* **Task goal**
With all images left out, restate the records below exactly as written.

* **Provided data**
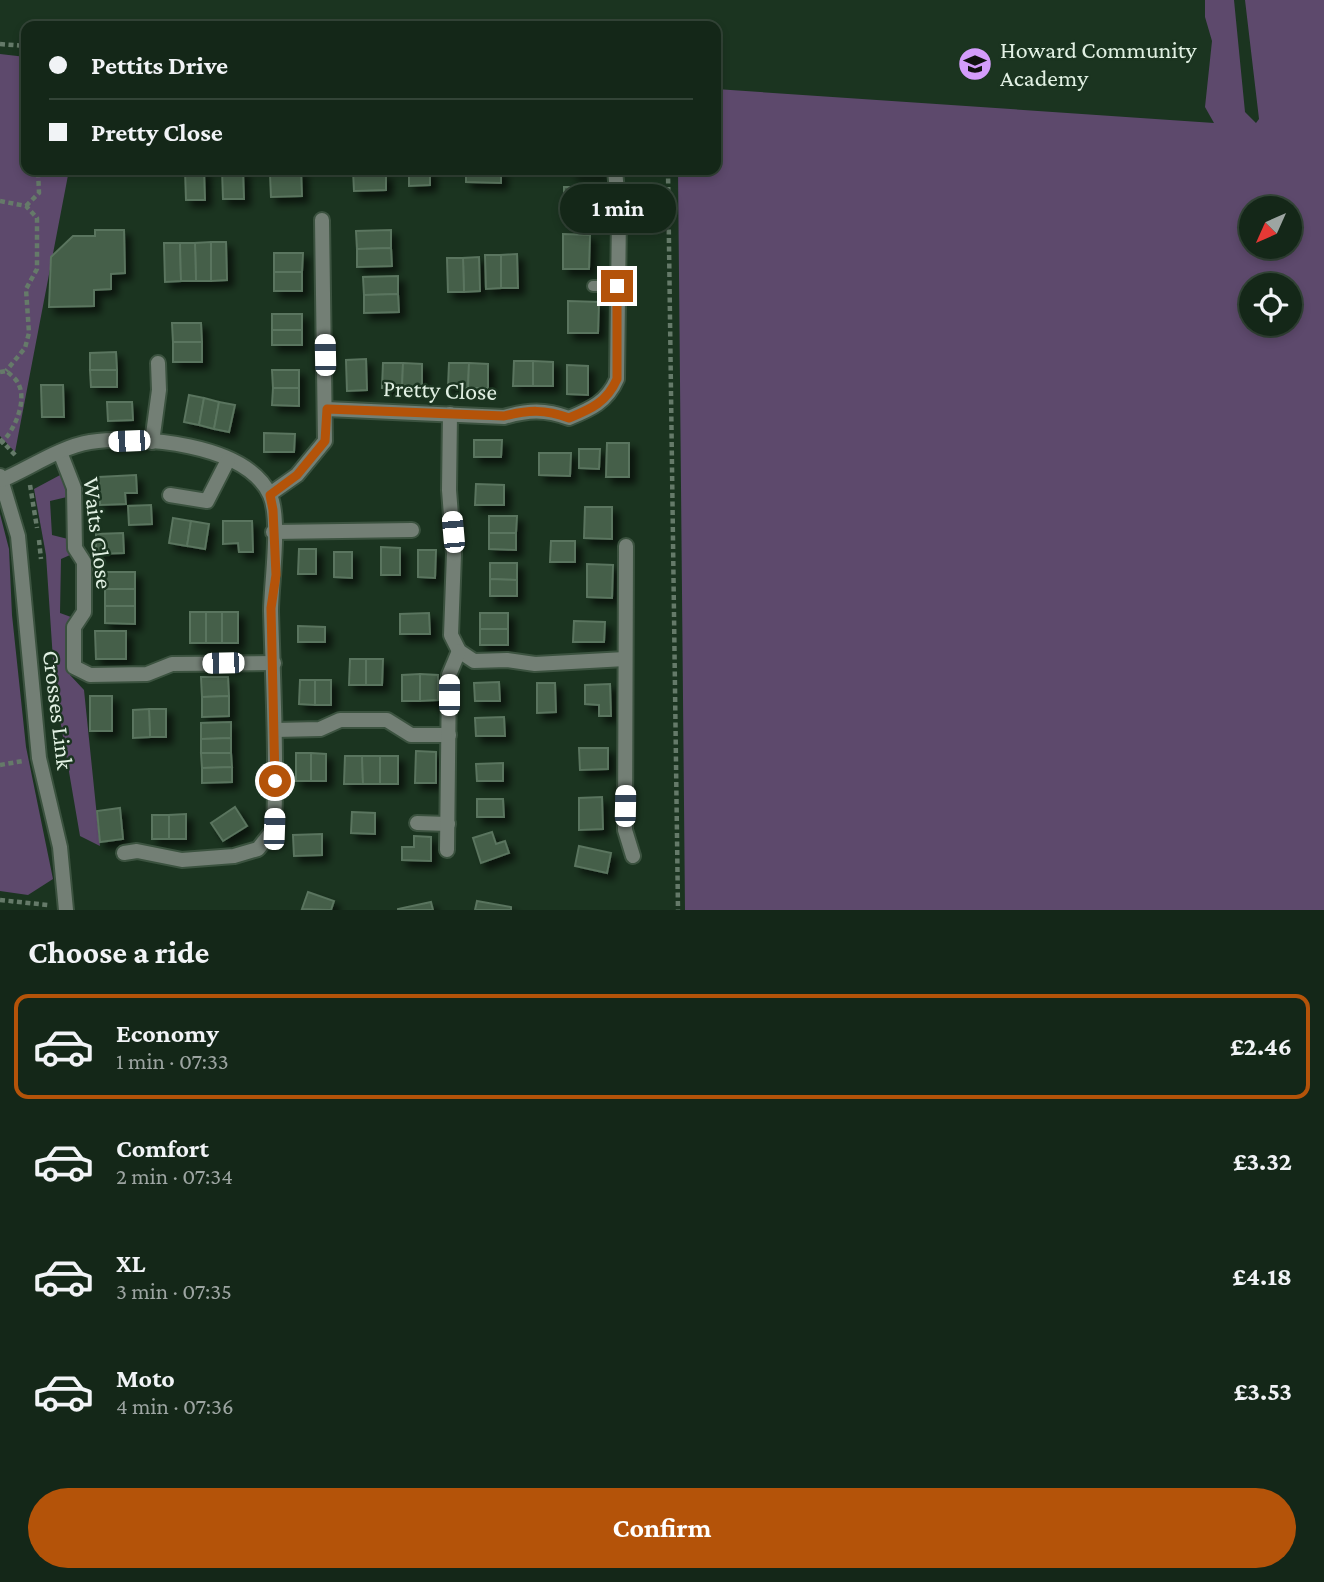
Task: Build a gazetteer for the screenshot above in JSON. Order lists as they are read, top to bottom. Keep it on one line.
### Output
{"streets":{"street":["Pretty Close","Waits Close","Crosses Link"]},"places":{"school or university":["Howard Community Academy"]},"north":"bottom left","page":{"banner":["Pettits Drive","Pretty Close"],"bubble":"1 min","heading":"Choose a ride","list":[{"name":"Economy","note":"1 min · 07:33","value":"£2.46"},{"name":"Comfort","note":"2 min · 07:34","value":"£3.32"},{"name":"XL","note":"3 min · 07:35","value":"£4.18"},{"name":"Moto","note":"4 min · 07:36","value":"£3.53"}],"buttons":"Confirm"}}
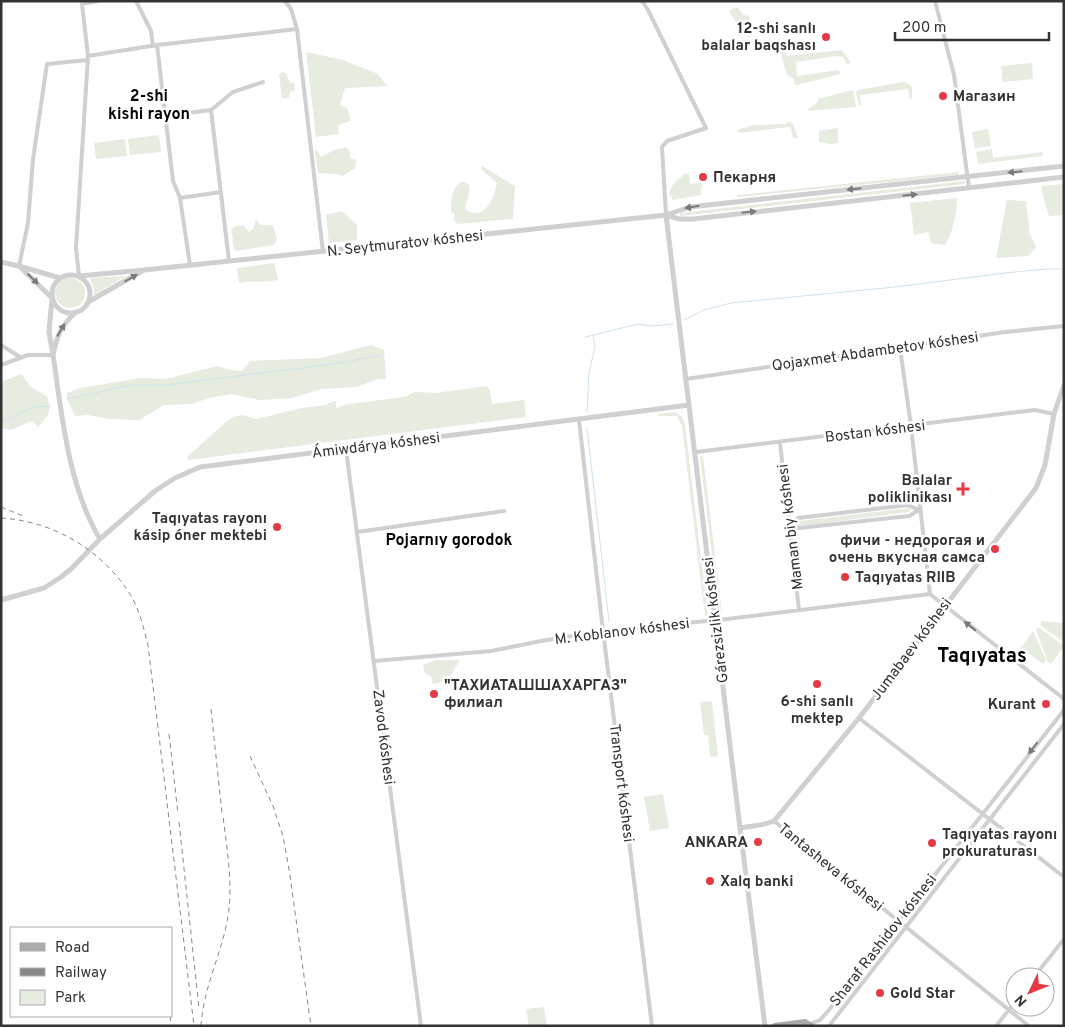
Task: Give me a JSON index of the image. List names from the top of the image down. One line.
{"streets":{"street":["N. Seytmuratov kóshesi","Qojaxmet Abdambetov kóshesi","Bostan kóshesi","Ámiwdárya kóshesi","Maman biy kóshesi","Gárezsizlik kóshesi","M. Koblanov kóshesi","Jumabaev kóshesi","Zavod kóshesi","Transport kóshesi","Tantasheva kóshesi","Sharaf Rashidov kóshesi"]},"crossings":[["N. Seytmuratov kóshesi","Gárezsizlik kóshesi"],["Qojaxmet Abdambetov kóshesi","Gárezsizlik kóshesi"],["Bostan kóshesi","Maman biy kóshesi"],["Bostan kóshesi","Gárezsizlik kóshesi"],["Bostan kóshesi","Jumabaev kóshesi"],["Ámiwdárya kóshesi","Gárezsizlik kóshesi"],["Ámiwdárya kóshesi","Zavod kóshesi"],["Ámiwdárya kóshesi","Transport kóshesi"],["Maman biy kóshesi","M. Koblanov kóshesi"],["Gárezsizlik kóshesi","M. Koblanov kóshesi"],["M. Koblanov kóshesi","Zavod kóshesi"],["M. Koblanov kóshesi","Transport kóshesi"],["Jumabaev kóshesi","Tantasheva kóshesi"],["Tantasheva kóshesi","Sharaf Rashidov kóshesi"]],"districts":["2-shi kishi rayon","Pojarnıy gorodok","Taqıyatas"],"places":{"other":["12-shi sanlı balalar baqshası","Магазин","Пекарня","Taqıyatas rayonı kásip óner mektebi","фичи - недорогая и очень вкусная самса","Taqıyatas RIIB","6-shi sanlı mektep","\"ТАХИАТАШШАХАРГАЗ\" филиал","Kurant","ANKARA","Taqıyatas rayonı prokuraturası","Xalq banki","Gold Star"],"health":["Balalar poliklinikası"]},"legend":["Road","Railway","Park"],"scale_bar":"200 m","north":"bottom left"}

* **Answer for the task**
Task: Build a gazetteer for the screenshot above in JSON. Order lists as they are read, top to bottom. Keep it on one line.
### Output
{"streets":{"street":["Pretty Close","Waits Close","Crosses Link"]},"places":{"school or university":["Howard Community Academy"]},"north":"bottom left","page":{"banner":["Pettits Drive","Pretty Close"],"bubble":"1 min","heading":"Choose a ride","list":[{"name":"Economy","note":"1 min · 07:33","value":"£2.46"},{"name":"Comfort","note":"2 min · 07:34","value":"£3.32"},{"name":"XL","note":"3 min · 07:35","value":"£4.18"},{"name":"Moto","note":"4 min · 07:36","value":"£3.53"}],"buttons":"Confirm"}}
Task: Give me a JSON index of the image. List names from the top of the image down. One line.
{"streets":{"street":["N. Seytmuratov kóshesi","Qojaxmet Abdambetov kóshesi","Bostan kóshesi","Ámiwdárya kóshesi","Maman biy kóshesi","Gárezsizlik kóshesi","M. Koblanov kóshesi","Jumabaev kóshesi","Zavod kóshesi","Transport kóshesi","Tantasheva kóshesi","Sharaf Rashidov kóshesi"]},"crossings":[["N. Seytmuratov kóshesi","Gárezsizlik kóshesi"],["Qojaxmet Abdambetov kóshesi","Gárezsizlik kóshesi"],["Bostan kóshesi","Maman biy kóshesi"],["Bostan kóshesi","Gárezsizlik kóshesi"],["Bostan kóshesi","Jumabaev kóshesi"],["Ámiwdárya kóshesi","Gárezsizlik kóshesi"],["Ámiwdárya kóshesi","Zavod kóshesi"],["Ámiwdárya kóshesi","Transport kóshesi"],["Maman biy kóshesi","M. Koblanov kóshesi"],["Gárezsizlik kóshesi","M. Koblanov kóshesi"],["M. Koblanov kóshesi","Zavod kóshesi"],["M. Koblanov kóshesi","Transport kóshesi"],["Jumabaev kóshesi","Tantasheva kóshesi"],["Tantasheva kóshesi","Sharaf Rashidov kóshesi"]],"districts":["2-shi kishi rayon","Pojarnıy gorodok","Taqıyatas"],"places":{"other":["12-shi sanlı balalar baqshası","Магазин","Пекарня","Taqıyatas rayonı kásip óner mektebi","фичи - недорогая и очень вкусная самса","Taqıyatas RIIB","6-shi sanlı mektep","\"ТАХИАТАШШАХАРГАЗ\" филиал","Kurant","ANKARA","Taqıyatas rayonı prokuraturası","Xalq banki","Gold Star"],"health":["Balalar poliklinikası"]},"legend":["Road","Railway","Park"],"scale_bar":"200 m","north":"bottom left"}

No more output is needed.